Shillong, July 4: New research suggests that smartwatches, combined with artificial intelligence (AI), have the potential to identify individuals who will develop Parkinson’s disease up to seven years before the onset of hallmark symptoms and clinical diagnosis.
A study conducted by researchers at Cardiff University in the UK demonstrated that by analyzing just one week of smartwatch data and utilizing AI algorithms, it is possible to identify people who will later develop Parkinson’s disease.
This discovery could pave the way for a new screening tool for early detection of Parkinson’s, surpassing current diagnostic methods and allowing intervention at an earlier stage.
Dr. Cynthia Sandor from the UK Dementia Research Institute at Cardiff University highlighted the accessibility and affordability of smartwatch data, stating that it could help identify individuals in the early stages of Parkinson’s within the general population. The study showed that data from a single week could predict events occurring up to seven years in the future, making it a valuable tool for early detection.

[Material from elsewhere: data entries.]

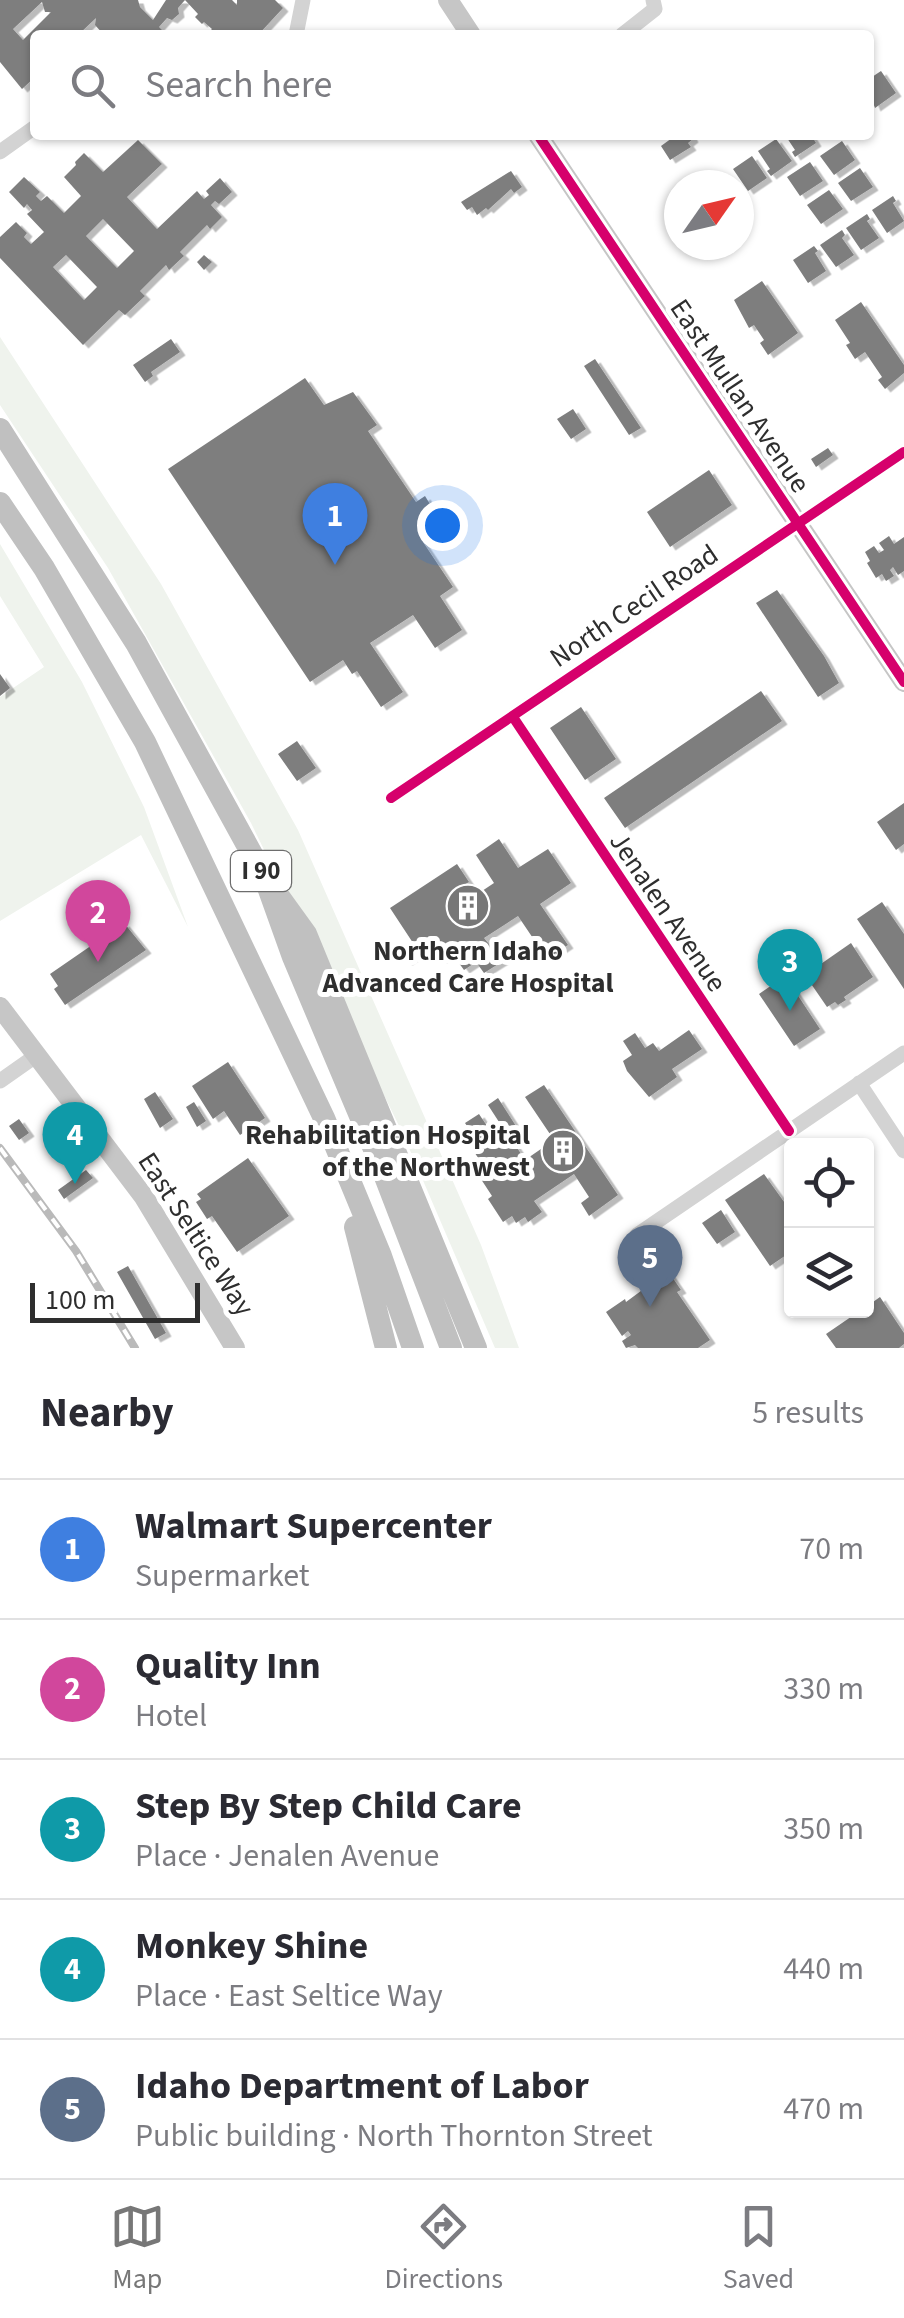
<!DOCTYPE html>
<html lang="en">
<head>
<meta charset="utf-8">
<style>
	:root { --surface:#fff; --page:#f7f7f7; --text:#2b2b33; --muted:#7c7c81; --line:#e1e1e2; --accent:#777 }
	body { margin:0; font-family:"Source Sans 3",sans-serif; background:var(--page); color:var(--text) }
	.controls { position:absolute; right:30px; bottom:30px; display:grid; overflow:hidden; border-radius:10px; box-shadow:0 2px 8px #0004 }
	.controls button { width:90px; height:90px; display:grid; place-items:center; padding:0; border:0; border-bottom:2px solid var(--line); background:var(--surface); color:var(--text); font:50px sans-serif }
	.compass { position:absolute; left:664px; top:170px; width:90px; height:90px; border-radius:50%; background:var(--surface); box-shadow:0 2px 8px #0004; rotate:56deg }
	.scale { position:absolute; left:30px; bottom:25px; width:170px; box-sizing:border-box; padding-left:10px; border:5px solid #2e2e2e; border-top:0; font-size:28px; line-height:35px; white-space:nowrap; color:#2e2e2e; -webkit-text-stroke:8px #fff; paint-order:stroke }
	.you { position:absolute; left:442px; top:525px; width:35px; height:35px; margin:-25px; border:8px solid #fff; border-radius:50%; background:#1a73e8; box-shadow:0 0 0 15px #1a73e833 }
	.badge { display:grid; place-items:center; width:65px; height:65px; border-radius:50%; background:var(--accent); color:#fff; font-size:32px; font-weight:700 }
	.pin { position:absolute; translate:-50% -82px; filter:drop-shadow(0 2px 5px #0008) }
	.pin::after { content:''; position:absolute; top:52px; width:35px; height:30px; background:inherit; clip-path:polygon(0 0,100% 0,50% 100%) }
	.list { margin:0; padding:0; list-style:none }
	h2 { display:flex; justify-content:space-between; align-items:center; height:130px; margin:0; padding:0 40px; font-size:42px }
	h2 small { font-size:32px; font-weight:400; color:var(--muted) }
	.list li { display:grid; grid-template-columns:65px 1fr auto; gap:30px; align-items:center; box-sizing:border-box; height:140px; padding:0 40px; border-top:2px solid var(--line) }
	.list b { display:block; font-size:38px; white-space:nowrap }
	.list p { margin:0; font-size:32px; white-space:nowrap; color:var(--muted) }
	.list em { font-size:32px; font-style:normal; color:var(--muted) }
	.icon { flex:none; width:55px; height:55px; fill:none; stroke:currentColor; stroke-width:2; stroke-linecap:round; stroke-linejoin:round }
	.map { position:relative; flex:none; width:904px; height:1348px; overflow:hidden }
	.search { position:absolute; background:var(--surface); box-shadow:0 2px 8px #0004; left:30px; right:30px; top:30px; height:110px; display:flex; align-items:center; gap:25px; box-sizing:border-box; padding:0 35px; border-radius:10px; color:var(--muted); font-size:38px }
	.sheet { height:830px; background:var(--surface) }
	nav { display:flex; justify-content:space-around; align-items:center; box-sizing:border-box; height:140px; border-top:2px solid var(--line); background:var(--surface); font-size:28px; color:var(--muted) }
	nav a { display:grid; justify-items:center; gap:5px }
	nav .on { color:var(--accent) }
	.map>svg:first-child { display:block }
	.green { fill:#eff3ed }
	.building { fill:#7e7e7e; fill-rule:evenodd; filter:url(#shadow) }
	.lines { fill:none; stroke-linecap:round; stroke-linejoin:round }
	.minor { stroke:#d3d3d3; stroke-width:15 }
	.major { stroke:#c6c6c6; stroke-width:20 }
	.highway { stroke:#c0c0c0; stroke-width:22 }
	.rail-casing { stroke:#bababa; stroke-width:8 }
	.rail { stroke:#fff; stroke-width:4; stroke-dasharray:11; stroke-linecap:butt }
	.cycleway-casing { stroke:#fff; stroke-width:16 }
	.cycleway { stroke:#d6006c; stroke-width:10 }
	.labels { text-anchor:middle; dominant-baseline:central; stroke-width:10; stroke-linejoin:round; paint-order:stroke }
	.shield { fill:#fff; stroke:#6d6d6d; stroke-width:2.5 }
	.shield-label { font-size:25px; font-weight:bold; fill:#2e2e2e }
	.street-label { font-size:28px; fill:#2e2e2e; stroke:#fff }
	.poi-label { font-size:28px; font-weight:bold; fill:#2e2e2e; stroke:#fff }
</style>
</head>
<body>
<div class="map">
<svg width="904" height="1348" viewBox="0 0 904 1348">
	<defs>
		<filter id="shadow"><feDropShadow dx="5.5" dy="3.5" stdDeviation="0" flood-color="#0004"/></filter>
	</defs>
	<rect width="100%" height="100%" fill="#fff"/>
	<!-- green -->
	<path class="green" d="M0,337L161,584L298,830L481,1245L519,1348H495L403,1134L251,823L108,568L0,405Z
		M0,544L82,682L144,807L188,927L141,835L0,921V697L44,667L0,596Z"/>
	<!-- building -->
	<path class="building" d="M0,0H138L140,7L153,20L166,0H232L237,5V0H275L283,8L258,35H206L212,29L204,22L202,24L195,17L198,14L185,0L178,8L179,14L172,20L167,18L159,27L167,35H104L95,25L96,18L78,35H35V77L22,89L0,62ZM42,2L45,12H51L23,40L13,29Z
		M881,71L896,93L875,108L869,92V79Z
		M670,135H691L693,139L688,143L691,147L670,160L661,146L672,138Z
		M785,135H811L816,143L795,157L792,152L795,150Z
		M776,139L792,161L771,176L767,171L770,169L758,151Z
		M138,140L162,164L127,197L157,229L197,191L204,199L209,195L206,191L220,178L232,192L219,204L215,201L211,205L222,217L210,229L207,225L180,252L184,256L169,270L166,265L140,291L145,296L125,315L119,310L83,345L0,258V237L16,222L27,233L24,237L31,244L44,232L27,214L32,210L27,204L24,208L9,192L24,177L40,192L36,196L41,201L47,196L64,213L81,196L64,177L76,165L75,162L84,153L103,172ZM103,219L134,251L117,268L86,236ZM66,255L97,287L84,300L53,267Z
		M842,141L855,160L834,175L820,156Z
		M752,156L767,178L748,191L733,169Z
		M810,162L823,181L800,196L787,177Z
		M860,168L873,187L851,201L838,183Z
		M511,171L522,187L514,193L511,189L488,210L486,208L477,215L472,207L467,210L461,202Z
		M829,190L843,209L821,224L807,205Z
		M893,196L896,201L893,203L904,221L887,233L872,210Z
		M867,214L870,219L867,221L879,238L861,250L846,228Z
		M842,230L845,235L842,238L854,255L836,267L820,245Z
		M814,246L818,251L815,253L826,271L808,283L793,260Z
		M204,255L212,262L204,270L197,262Z
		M762,281L798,333L768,355L760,343L764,340L754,325L749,328L734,300Z
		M861,302L904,365V373L885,389L878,380L882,377L865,352L855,359L846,345L850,343L835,320Z
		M171,339L180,352L151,372L153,376L145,382L133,365Z
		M595,359L641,428L629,435L584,366Z
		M305,378L324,405L353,392L377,425L368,431L416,502L425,496L444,527L423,542L453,587L440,596L462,630L435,648L413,615L370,643L403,692L381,707L357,671L352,674L343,660L310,682L168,469Z
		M573,409L586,429L571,439L557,419Z
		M828,448L833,455L816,467L811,459Z
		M709,470L732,505L670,547L647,512Z
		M889,536L894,544L904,537V571L898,575L893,567L890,570L894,576L886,581L882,574L876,578L867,563L870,561L865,552L874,546L879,553L884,550L879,543Z
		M777,590L824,656L839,683L818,697L756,603Z
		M0,674L10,688L0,696Z
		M761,691L782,721L625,828L604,798Z
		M581,707L616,759L585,780L550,728Z
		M297,741L316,768L297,781L278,754Z
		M904,803V844L896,850L877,822Z
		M499,839L518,868L548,849L571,883L540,904L568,945L547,959L518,916L484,938L503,961L484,973L476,962L464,970L456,959L441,960L428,948L407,962L402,954L415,946L390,908L457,864L469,882L462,886L470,899L494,883L476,855Z
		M882,902L904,934V989L857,919Z
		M124,923L146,950L65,1005L54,989L58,986L50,974Z
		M851,943L873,977L844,997L846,1000L838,1005L835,1002L827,1007L805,975Z
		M785,976L820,1029L794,1046L759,994Z
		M689,1030L702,1049L672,1069L677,1077L649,1097L627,1071L623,1061L632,1055L623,1041L635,1033L645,1048L653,1043L659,1051Z
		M228,1062L265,1118L240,1135L224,1111L213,1119L192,1086Z
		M544,1085L618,1195L589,1216L581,1203L589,1197L574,1174L534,1201L542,1212L528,1222L525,1217L516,1223L512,1216L503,1222L488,1199L492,1196L477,1173L485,1168L460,1131L467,1126L465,1123L479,1114L487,1126L484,1128L486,1131L499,1122L488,1105L498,1098L523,1137L514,1143L525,1160L554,1140L525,1097Z
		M155,1092L173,1119L160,1128L144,1099Z
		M194,1102L206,1121L197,1127L186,1107Z
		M19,1119L29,1133L19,1140L9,1126Z
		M248,1158L289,1216L237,1252L212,1216L207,1219L196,1202L201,1199L197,1194Z
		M86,1170L93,1178L64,1199L58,1190Z
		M764,1174L792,1213V1251L770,1266L725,1200Z
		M721,1210L735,1232L717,1244L702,1223Z
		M128,1266L166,1333L155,1339L117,1272Z
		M668,1271L681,1290L677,1292L710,1340L698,1348H638L635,1345L626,1348L622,1341L631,1335L628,1331L622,1336L606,1312L625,1299L626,1302Z
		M880,1297L904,1333V1344L899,1348H836L826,1334L861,1310H866V1307Z"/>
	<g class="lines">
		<!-- minor -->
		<path class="minor" d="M296,35L303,0
			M622,35L655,9L653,0
			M0,152L35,127
			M513,717L789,1131
			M391,798L904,452
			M0,1081L37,1055
			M859,1083L904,1151
			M637,1235L904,1053"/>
		<!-- major -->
		<path class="major" d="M448,0L471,35
			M538,135L904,682
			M0,1007L144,1197L235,1348"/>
		<!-- highway -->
		<path class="highway" d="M0,429L136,643L264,876L293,957L379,1161L451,1348
			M0,503L44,568L145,742L324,1118L381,1256L413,1348
			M280,898L306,934L476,1348
			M355,1227L386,1348"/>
		<!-- rail casing -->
		<g class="rail-casing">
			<path id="rail" d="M0,1148L76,1251L135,1348"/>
		</g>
		<!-- rail -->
		<use href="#rail" class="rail"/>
		<!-- cycleway casing -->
		<g class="cycleway-casing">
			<path id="cycleway" d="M538,135L904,682
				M513,717L789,1131
				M391,798L904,452"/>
		</g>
		<!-- cycleway -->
		<use href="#cycleway" class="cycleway"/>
	</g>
	<!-- icons -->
	<defs>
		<g id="building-disc" transform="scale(2.25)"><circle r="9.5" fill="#777" stroke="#fff"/><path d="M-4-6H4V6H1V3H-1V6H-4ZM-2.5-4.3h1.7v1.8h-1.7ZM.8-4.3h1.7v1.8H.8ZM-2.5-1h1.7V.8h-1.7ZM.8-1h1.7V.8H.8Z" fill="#fff"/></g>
	</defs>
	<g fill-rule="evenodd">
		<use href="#building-disc" x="468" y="906"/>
		<use href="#building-disc" x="563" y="1151"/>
	</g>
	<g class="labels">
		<!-- shield labels -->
		<rect class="shield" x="231" y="851" width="60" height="40" rx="8"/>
		<g class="shield-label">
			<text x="261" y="871">I 90</text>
		</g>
		<!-- street labels -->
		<g class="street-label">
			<text transform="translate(740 396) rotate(56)">East Mullan Avenue</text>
			<text transform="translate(634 606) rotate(-34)">North Cecil Road</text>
			<text transform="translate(668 912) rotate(56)">Jenalen Avenue</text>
			<text transform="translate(196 1234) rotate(57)">East Seltice Way</text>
		</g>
		<!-- poi labels -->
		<g class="poi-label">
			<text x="468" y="951">Northern Idaho<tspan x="468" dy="32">Advanced Care Hospital</tspan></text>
			<text x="530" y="1135" text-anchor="end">Rehabilitation Hospital<tspan x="530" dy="32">of the Northwest</tspan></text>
		</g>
	</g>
</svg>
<div class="controls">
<button><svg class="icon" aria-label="locate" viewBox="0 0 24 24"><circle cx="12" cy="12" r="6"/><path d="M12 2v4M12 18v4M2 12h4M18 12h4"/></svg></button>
<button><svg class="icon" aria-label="layers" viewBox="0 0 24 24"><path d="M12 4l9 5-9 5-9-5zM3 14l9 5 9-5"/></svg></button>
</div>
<svg class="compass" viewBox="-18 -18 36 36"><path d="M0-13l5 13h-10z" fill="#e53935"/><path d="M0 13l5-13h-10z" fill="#7c7c81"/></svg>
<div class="scale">100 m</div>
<div class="you"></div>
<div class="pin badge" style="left:335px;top:565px;background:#3f7fe0">1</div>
<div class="pin badge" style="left:98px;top:962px;background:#d1479c">2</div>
<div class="pin badge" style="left:790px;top:1011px;background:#0f9aa8">3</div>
<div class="pin badge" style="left:75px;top:1184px;background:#0f9aa8">4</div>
<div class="pin badge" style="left:650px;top:1307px;background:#5c6f8a">5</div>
<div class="search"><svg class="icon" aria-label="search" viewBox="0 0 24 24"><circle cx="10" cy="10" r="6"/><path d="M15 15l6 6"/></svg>Search here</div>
</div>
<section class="sheet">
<h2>Nearby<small>5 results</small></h2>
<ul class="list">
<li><span class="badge" style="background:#3f7fe0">1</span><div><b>Walmart Supercenter</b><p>Supermarket</p></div><em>70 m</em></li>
<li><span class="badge" style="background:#d1479c">2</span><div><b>Quality Inn</b><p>Hotel</p></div><em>330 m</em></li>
<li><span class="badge" style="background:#0f9aa8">3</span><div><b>Step By Step Child Care</b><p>Place · Jenalen Avenue</p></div><em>350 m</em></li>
<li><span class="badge" style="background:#0f9aa8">4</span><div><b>Monkey Shine</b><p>Place · East Seltice Way</p></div><em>440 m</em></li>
<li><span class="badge" style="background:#5c6f8a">5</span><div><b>Idaho Department of Labor</b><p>Public building · North Thornton Street</p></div><em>470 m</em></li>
</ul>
</section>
<nav>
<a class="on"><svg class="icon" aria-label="map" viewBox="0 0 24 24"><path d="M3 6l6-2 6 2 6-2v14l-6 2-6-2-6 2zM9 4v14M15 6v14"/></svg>Map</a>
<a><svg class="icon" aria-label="directions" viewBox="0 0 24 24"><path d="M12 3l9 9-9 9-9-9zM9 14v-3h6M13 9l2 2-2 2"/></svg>Directions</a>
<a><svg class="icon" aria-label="saved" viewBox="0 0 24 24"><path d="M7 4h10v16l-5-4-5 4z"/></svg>Saved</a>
</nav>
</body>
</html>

Parkinson’s disease affects dopaminergic neurons in the brain’s substantia nigra region and leads to motor symptoms such as tremors, rigidity, and slowed movement. However, by the time these symptoms become apparent and a clinical diagnosis is made, more than half of the substantia nigra cells have already died.
The researchers emphasized the need for inexpensive and easily accessible methods to detect early changes in order to intervene before extensive brain damage occurs.
The study involved analyzing data from 103,712 participants in the UK who wore medical-grade smartwatches for seven days between 2013 and 2016. The smartwatches continuously measured average acceleration, which indicates the speed of movement.
By comparing data from individuals who were already diagnosed with Parkinson’s disease to those who received a diagnosis up to seven years later, the researchers established the potential of smartwatch data in predicting the development of the disease.